# Task brief
Whenever a line of the entries below holds the string "hidden", copy that line and return it.

==== Data section

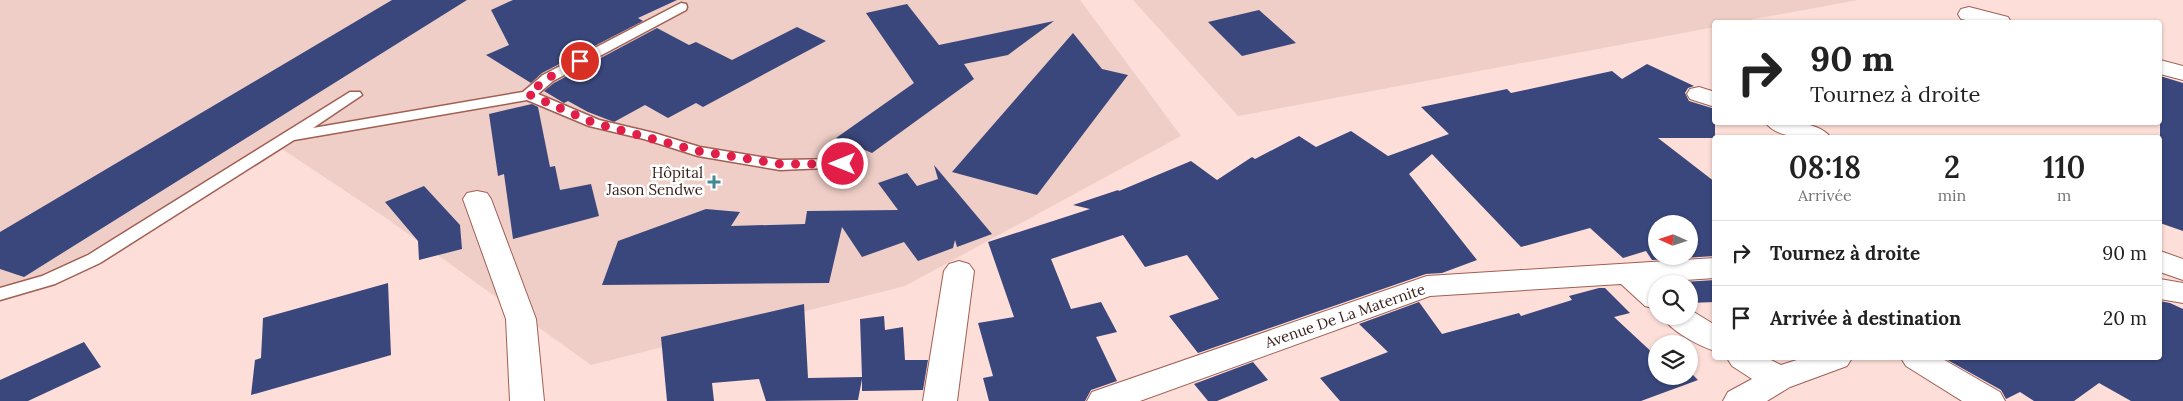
<!DOCTYPE html>
<html lang="fr">
<meta charset="utf-8">
<style>
:root{--surface:#fff;--page:#f2f2f2;--text:#222;--muted:#767676;--line:#e0e0e0}
body{margin:0;font-family:Lora,serif;background:var(--page);color:var(--text);height:100vh;display:flex;flex-direction:column;font-size:19px;white-space:nowrap}
*{box-sizing:border-box;margin:0}
p{font-size:16px;color:var(--muted)}
.icon{flex:none;width:28px;height:28px;fill:none;stroke:currentColor;stroke-width:2;stroke-linecap:round;stroke-linejoin:round}
.map{position:relative;flex:1;overflow:hidden}
.side{position:absolute;left:1712px;top:135px;width:450px;height:225px;display:flex;flex-direction:column;background:var(--surface);border-radius:5px;box-shadow:0 1px 4px #0004}
.side>*{flex:none}
.guide{position:absolute;left:1712px;top:20px;width:450px;height:105px;border-radius:5px;box-shadow:0 1px 4px #0004;background:#fff;color:var(--text);overflow:hidden}
.needle{width:32px;rotate:273deg}
.tools{position:absolute;left:1648px;top:215px;display:grid;gap:10px}
.tools a{display:grid;place-items:center;width:50px;height:50px;border-radius:50%;background:var(--surface);box-shadow:0 1px 4px #0004;font-size:25px}
.pin{position:absolute;display:grid;place-items:center;width:42px;height:42px;color:#fff;margin:-21px;border:2px solid #fff;border-radius:50%;box-shadow:0 1px 5px #0007}
.me{position:absolute;width:55px;margin:-28px;rotate:270deg;stroke-linejoin:round;filter:drop-shadow(0 0 4px #0008)}
.turn{display:flex;align-items:center;gap:18px;height:105px;padding:0 15px;font-size:22px}
.turn .icon{width:65px;height:65px;stroke-width:2.5}
.turn b{display:block;font-size:35px;line-height:42px}
.eta{display:flex;justify-content:space-evenly;align-items:center;height:85px;text-align:center}
.eta b{font-size:30px;font-weight:600;line-height:35px}
ul{padding:0;list-style:none}
li{display:flex;align-items:center;gap:15px;height:65px;padding:0 15px;border-top:1px solid var(--line)}
li div{flex:1}
li b{display:block;font-size:19px}
li em{font-style:normal}
.map>svg:first-child{display:block}
.built{fill:#efcec7}
.building{fill:#3a477c;fill-rule:evenodd}
.lines{fill:none;stroke-linecap:round;stroke-linejoin:round}
.lane-casing{stroke:#a15f52;stroke-width:3}
.street-casing{stroke:#a15f52;stroke-width:2}
.lane{fill:#fff;fill-rule:evenodd}
.street{fill:#fff;fill-rule:evenodd}
.route{stroke:#e11d48;stroke-width:9;stroke-dasharray:0 16.2}
.poi-dot{fill:#438895;stroke:#fff;stroke-width:2}
.labels{text-anchor:middle;stroke-width:5;stroke-linejoin:round;paint-order:stroke}
.poi-label{font-size:15px;fill:#391d18;stroke:#fff;text-anchor:end}
.street-label{font-size:15px;fill:#391d18;stroke:#fff}
</style>
<div class="map">
<svg width="2183" height="401" viewBox="0 0 2183 401">
<rect width="100%" height="100%" fill="#fdded8"/>
<path class="built" d="M 0,0 L 1080,0 L 1181,136 L 905,286 L 591,365 L 386,218 L 276,145 L 8,298 L 0,295 Z
M 1133,0 L 1858,0 L 1738,22 L 1715,22 L 1715,27 L 1238,116 Z"/>
<path class="building" d="M 392,0 L 467,0 L 24,277 L 0,269 L 0,232 Z
M 513,0 L 677,0 L 638,18 L 643,21 L 542,73 L 531,83 L 486,55 L 509,45 L 491,10 Z
M 907,4 L 939,45 L 1054,21 L 1008,55 L 964,64 L 974,79 L 872,153 L 836,138 L 914,83 L 866,13 Z
M 1259,10 L 1296,43 L 1242,56 L 1208,22 Z
M 797,27 L 826,41 L 703,107 L 696,103 L 668,118 L 645,105 L 614,122 L 588,112 L 568,101 L 564,103 L 544,91 L 554,83 L 657,28 L 689,45 L 696,42 L 732,60 Z
M 1073,33 L 1102,69 L 1128,75 L 1037,195 L 952,172 Z
M 1647,64 L 1694,86 L 1688,88 L 1685,93 L 1689,101 L 1715,109 L 1715,138 L 1658,138 L 1715,182 L 1715,256 L 1652,260 L 1646,251 L 1623,258 L 1590,228 L 1521,247 L 1432,154 L 1409,174 L 1477,260 L 1442,273 L 1426,274 L 1198,353 L 1169,316 L 1219,299 L 1187,255 L 1145,267 L 1123,235 L 1051,259 L 1071,309 L 1101,302 L 1117,332 L 1096,337 L 1117,381 L 1091,390 L 1085,401 L 989,401 L 983,378 L 993,376 L 978,323 L 1014,317 L 988,242 L 1090,209 L 1073,205 L 1118,190 L 1119,191 L 1191,161 L 1217,180 L 1252,157 L 1255,159 L 1299,136 L 1316,147 L 1351,131 L 1388,156 L 1449,134 L 1421,107 L 1507,89 L 1511,93 L 1612,71 L 1622,79 ZM 1656,224 L 1689,224 L 1689,256 L 1656,256 Z
M 2160,76 L 2183,83 L 2183,231 L 2160,223 Z
M 532,104 L 538,107 L 550,167 L 555,166 L 560,190 L 591,184 L 599,216 L 513,239 L 504,174 L 498,176 L 489,114 Z
M 934,165 L 992,234 L 957,247 L 955,240 L 953,248 L 918,261 L 904,242 L 862,257 L 842,227 L 829,283 L 602,285 L 618,241 L 706,209 L 740,212 L 731,226 L 805,224 L 807,211 L 898,210 L 878,183 L 907,173 L 917,186 L 938,179 Z
M 424,186 L 460,225 L 462,249 L 419,260 L 418,241 L 385,202 Z
M 1715,280 L 1715,302 L 1689,303 L 1689,284 L 1667,283 Z
M 388,283 L 391,355 L 251,395 L 255,360 L 261,358 L 263,318 Z
M 1599,288 L 1605,288 L 1630,313 L 1614,317 L 1656,356 L 1656,376 L 1689,376 L 1689,371 L 1698,380 L 1641,401 L 1340,401 L 1320,378 L 1388,352 L 1359,324 L 1419,302 L 1442,334 L 1519,313 L 1521,316 L 1572,300 L 1569,296 Z
M 2160,301 L 2170,303 L 2183,309 L 2183,401 L 2131,401 L 2099,383 L 2074,401 L 2034,401 L 2020,392 L 2006,399 L 2001,390 L 1944,358 L 2160,358 Z
M 804,304 L 808,378 L 862,377 L 860,319 L 884,316 L 885,330 L 903,327 L 905,360 L 928,360 L 923,390 L 862,391 L 862,379 L 858,400 L 766,401 L 759,379 L 712,383 L 714,401 L 667,401 L 661,337 Z
M 84,342 L 101,367 L 28,401 L 0,401 L 0,380 Z
M 1253,362 L 1268,380 L 1217,401 L 1208,401 L 1194,384 Z"/>
<g class="lines">
<g class="lane-casing">
<path id="lane" d="M 681,3 L 686,4 L 687,7 L 686,10 L 553,81 L 538,94 L 599,120 L 654,133 L 700,147 L 780,160 L 843,159 L 849,161 L 851,164 L 849,167 L 780,170 L 698,156 L 644,139 L 589,126 L 527,100 L 294,140 L 100,263 L 55,284 L 0,300 L 0,288 L 42,276 L 88,255 L 350,92 L 360,92 L 362,95 L 313,128 L 523,92 L 543,75 Z"/>
</g>
<g class="street-casing">
<path id="street" d="M 1969,7 L 2008,17 L 2011,22 L 1976,22 L 1961,19 L 1958,14 L 1961,9 Z
M 2160,60 L 2183,66 L 2183,80 L 2160,74 Z
M 1699,87 L 1715,92 L 1715,107 L 1690,99 L 1687,94 L 1690,89 Z
M 1765,122 C 1784,122 1819,120 1831,138 C 1812,138 1777,140 1765,122 Z
M 477,191 L 487,193 L 491,199 L 536,319 L 544,401 L 510,401 L 506,319 L 463,199 L 467,193 Z
M 2160,251 L 2183,259 L 2183,280 L 2160,272 Z
M 1715,258 L 1715,278 L 1655,282 L 1658,284 L 1656,309 L 1645,306 L 1621,284 L 1430,296 L 1140,401 L 1087,401 L 1092,392 L 1427,276 Z
M 959,261 L 969,264 L 974,271 L 957,401 L 923,401 L 944,271 L 949,264 Z
M 2160,279 L 2183,283 L 2183,303 L 2160,299 Z
M 1689,309 L 1715,325 L 1715,351 C 1699,346 1670,331 1662,316 L 1689,316 Z
M 1727,358 L 1767,358 L 1781,365 L 1803,358 L 1852,358 L 1847,366 L 1790,387 L 1767,401 L 1723,401 L 1728,392 L 1752,379 L 1732,366 Z
M 1901,358 L 1941,358 L 2000,392 L 2005,401 L 1962,401 L 1906,366 Z"/>
</g>
<use href="#lane" class="lane"/>
<use href="#street" class="street"/>
</g>
<g class="lines">
<path class="route" d="M 580,61 L 548,78 L 528,94 L 594,123 L 698,151 L 780,164 L 843,164"/>
</g>
<path class="poi-dot" d="M711.5 174.5h5v5h5v5h-5v5h-5v-5h-5v-5h5z"/>
<g class="labels">
<g class="poi-label">
<text x="703" y="178">Hôpital<tspan x="703" dy="17">Jason Sendwe</tspan></text>
</g>
<g class="street-label">
<text transform="translate(1345 316) rotate(-19)" y="5">Avenue De La Maternite</text>
</g>
</g>
</svg>
<div class="tools">
<a><svg class="needle" viewBox="-14 -14 28 28"><path d="M0-13l5 13h-10z" fill="#e53935"/><path d="M0 13l5-13h-10z" fill="#767676"/></svg></a>
<a><svg class="icon" aria-label="search" viewBox="0 0 24 24"><circle cx="10" cy="10" r="6"/><path d="M15 15l6 6"/></svg></a>
<a><svg class="icon" aria-label="layers" viewBox="0 0 24 24"><path d="M12 4l9 5-9 5-9-5zM3 14l9 5 9-5"/></svg></a>
</div>
<div class="pin" style="left:580px;top:61px;background:#d93025"><svg class="icon" aria-label="arrive" viewBox="0 0 24 24"><path d="M6 21V4h12l-3 4 3 4H6"/></svg></div>
<svg class="me" style="left:843px;top:164px" viewBox="-20 -20 40 40"><circle r="17" fill="#e11d48" stroke="#fff" stroke-width="3"/><path d="M0-11L8 9 0 5-8 9z" fill="#fff"/></svg>
<div class="guide">
<div class="turn"><svg class="icon" aria-label="right" viewBox="0 0 24 24"><path d="M7 20v-9h11M14 6l5 5-5 5"/></svg><div><b>90 m</b>Tournez à droite</div></div>
</div>
<section class="side">
<div class="eta">
<div><b>08:18</b><p>Arrivée</p></div>
<div><b>2</b><p>min</p></div>
<div><b>110</b><p>m</p></div>
</div>
<ul>
<li><svg class="icon" aria-label="right" viewBox="0 0 24 24"><path d="M7 20v-9h11M14 6l5 5-5 5"/></svg><div><b>Tournez à droite</b></div><em>90 m</em></li>
<li><svg class="icon" aria-label="arrive" viewBox="0 0 24 24"><path d="M6 21V4h12l-3 4 3 4H6"/></svg><div><b>Arrivée à destination</b></div><em>20 m</em></li>
</ul>
</section>
</div>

========

# Written answer
.map{position:relative;flex:1;overflow:hidden}
.guide{position:absolute;left:1712px;top:20px;width:450px;height:105px;border-radius:5px;box-shadow:0 1px 4px #0004;background:#fff;color:var(--text);overflow:hidden}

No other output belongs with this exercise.